Work to be completed =>
Beginning at the top of the data below, restate every line word for word until the line containing "Localize all labels, symbols" has been included, and omit the pictures.

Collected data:
------

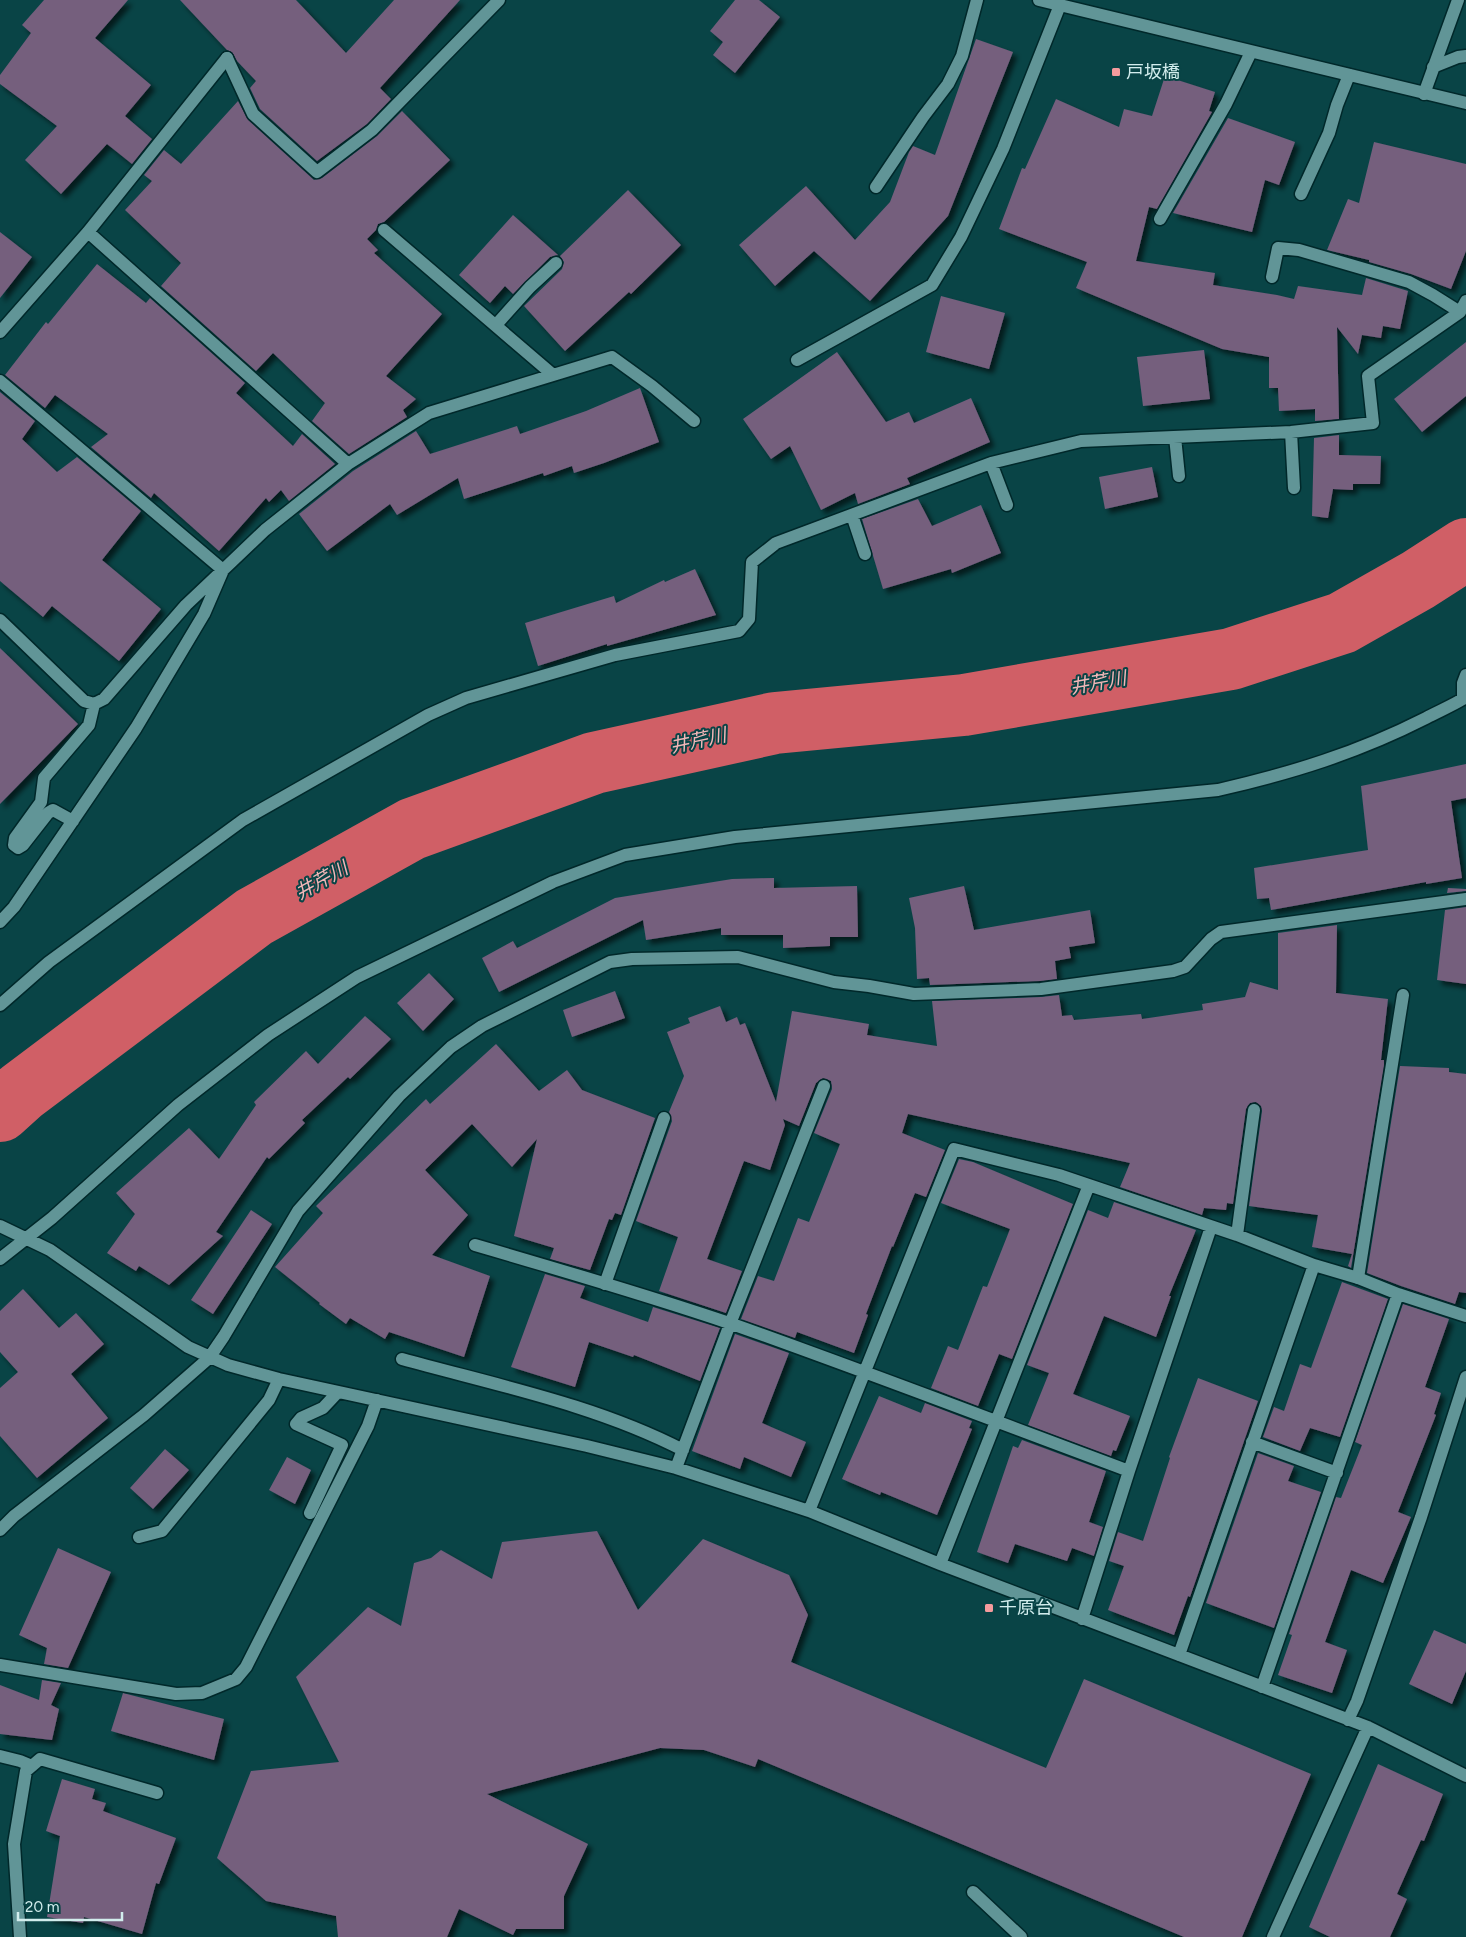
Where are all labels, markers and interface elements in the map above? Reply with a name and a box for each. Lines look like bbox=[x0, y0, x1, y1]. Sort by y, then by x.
place label: 戸坂橋 bbox=[1126, 61, 1180, 83]
marker: 戸坂橋 bbox=[1110, 66, 1122, 78]
water label: 井芹川 bbox=[1068, 666, 1130, 699]
water label: 井芹川 bbox=[668, 723, 730, 758]
water label: 井芹川 bbox=[291, 856, 353, 904]
place label: 千原台 bbox=[999, 1597, 1053, 1619]
marker: 千原台 bbox=[983, 1602, 995, 1614]
scale bar bbox=[18, 1890, 121, 1922]
text: 20 m bbox=[25, 1898, 59, 1916]

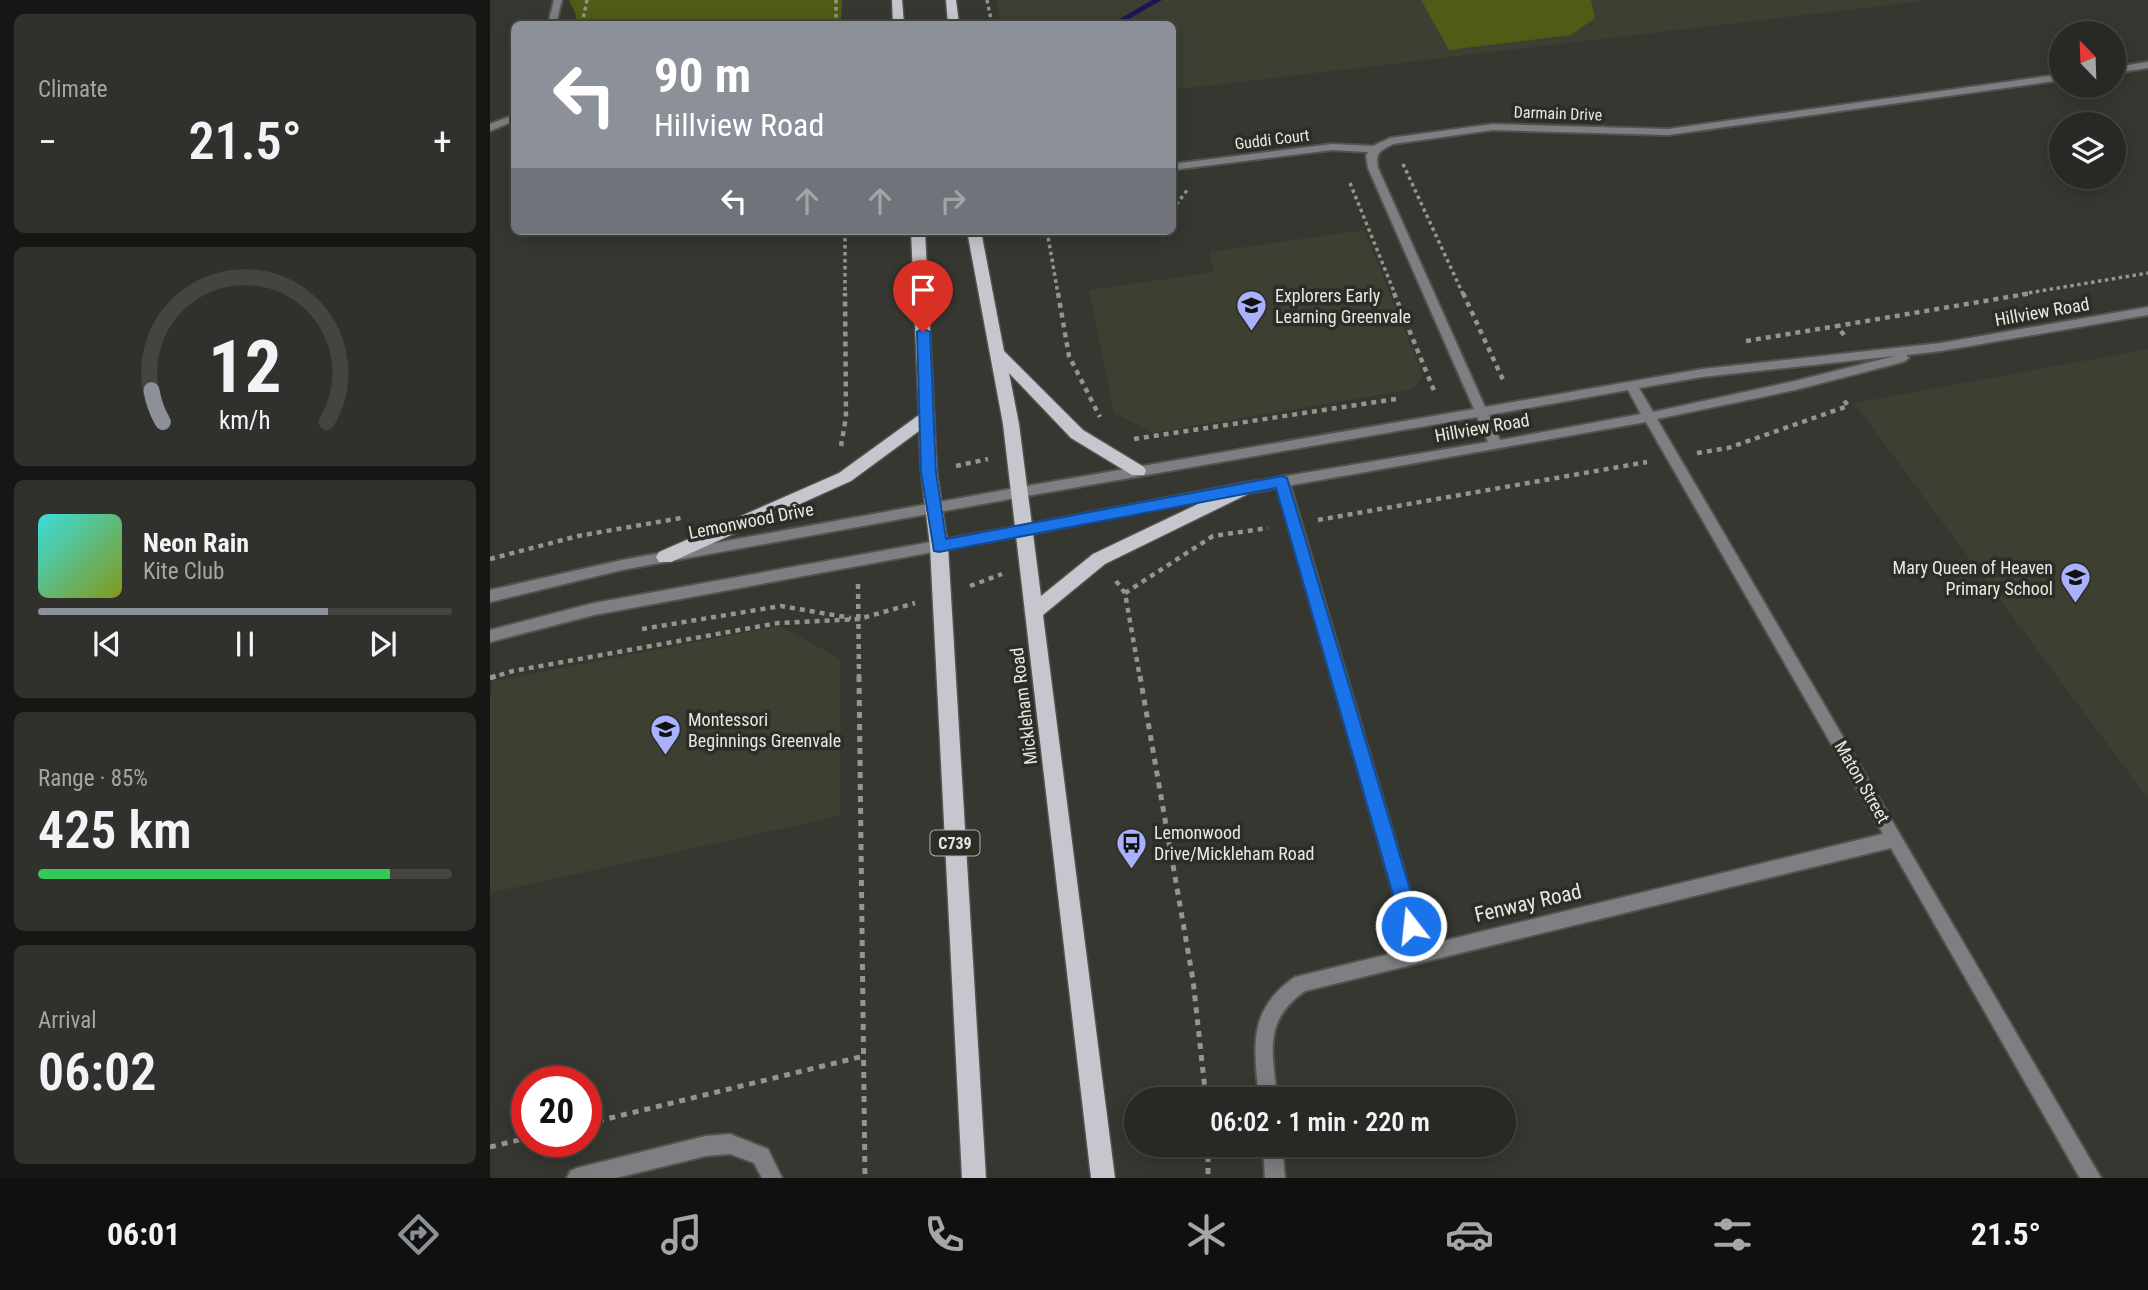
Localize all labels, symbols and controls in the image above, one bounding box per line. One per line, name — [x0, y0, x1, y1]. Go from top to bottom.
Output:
north arrow — [2049, 21, 2126, 98]
map controls — [2049, 21, 2126, 189]
text: 90 m — [654, 47, 751, 104]
icon: left — [539, 49, 630, 140]
text: Climate — [38, 76, 108, 103]
street label: Darmain Drive — [1513, 102, 1602, 125]
text: Hillview Road — [654, 106, 824, 144]
text: 21.5° — [188, 111, 302, 172]
button: layers — [2049, 112, 2126, 189]
text: − — [38, 120, 57, 164]
text: + — [433, 120, 452, 164]
street label: Guddi Court — [1234, 125, 1311, 154]
icon: left — [715, 182, 753, 220]
icon: ahead — [788, 182, 826, 220]
icon: ahead — [861, 182, 899, 220]
icon: right — [934, 182, 972, 220]
pin — [893, 260, 953, 332]
icon: arrive — [904, 271, 942, 309]
place label: Explorers Early Learning Greenvale — [1275, 285, 1411, 327]
school or university icon: Explorers Early Learning Greenvale — [1235, 289, 1269, 333]
street label: Hillview Road — [1993, 293, 2091, 330]
text: 12 — [208, 325, 282, 411]
text: km/h — [219, 406, 271, 435]
street label: Hillview Road — [1433, 409, 1531, 446]
street label: Lemonwood Drive — [687, 498, 815, 543]
text: Neon Rain — [143, 528, 249, 558]
place label: Mary Queen of Heaven Primary School — [1893, 557, 2053, 599]
text: Kite Club — [143, 558, 224, 585]
school or university icon: Mary Queen of Heaven Primary School — [2059, 561, 2093, 605]
icon: previous — [88, 625, 126, 663]
icon: pause — [226, 625, 264, 663]
icon: next — [364, 625, 402, 663]
street label: Mickleham Road — [1006, 646, 1041, 766]
place label: Montessori Beginnings Greenvale — [688, 709, 841, 751]
school or university icon: Montessori Beginnings Greenvale — [648, 713, 682, 757]
street label: Maton Street — [1830, 737, 1894, 827]
text: Range · 85% — [38, 765, 148, 792]
text: 425 km — [38, 800, 192, 861]
place label: Lemonwood Drive/Mickleham Road — [1154, 822, 1314, 864]
bus stop icon: Lemonwood Drive/Mickleham Road — [1114, 826, 1148, 870]
road number: C739 — [930, 830, 980, 856]
street label: Fenway Road — [1472, 879, 1584, 927]
position arrow — [1374, 889, 1448, 963]
text: Arrival — [38, 1007, 97, 1034]
text: 06:02 — [38, 1042, 156, 1103]
speed limit sign: 20 — [511, 1066, 602, 1157]
text: 06:02 · 1 min · 220 m — [1210, 1107, 1430, 1137]
icon: directions — [394, 1210, 443, 1259]
icon: music — [657, 1210, 706, 1259]
icon: phone — [920, 1210, 969, 1259]
icon: climate — [1182, 1210, 1231, 1259]
icon: car — [1445, 1210, 1494, 1259]
icon: filters — [1708, 1210, 1757, 1259]
text: 06:01 — [107, 1215, 180, 1253]
text: 21.5° — [1971, 1215, 2041, 1253]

------

Response area =>
Where are all labels, markers and interface elements in the map above? Reply with a name and a box for each. Lines look like bbox=[x0, y0, x1, y1]. Sort by y, then by x.
place label: 戸坂橋 bbox=[1126, 61, 1180, 83]
marker: 戸坂橋 bbox=[1110, 66, 1122, 78]
water label: 井芹川 bbox=[1068, 666, 1130, 699]
water label: 井芹川 bbox=[668, 723, 730, 758]
water label: 井芹川 bbox=[291, 856, 353, 904]
place label: 千原台 bbox=[999, 1597, 1053, 1619]
marker: 千原台 bbox=[983, 1602, 995, 1614]
scale bar bbox=[18, 1890, 121, 1922]
text: 20 m bbox=[25, 1898, 59, 1916]

Localize all labels, symbols and controls in the image above, one bounding box per line. One per line, name — [x0, y0, x1, y1]. Go from top to bottom.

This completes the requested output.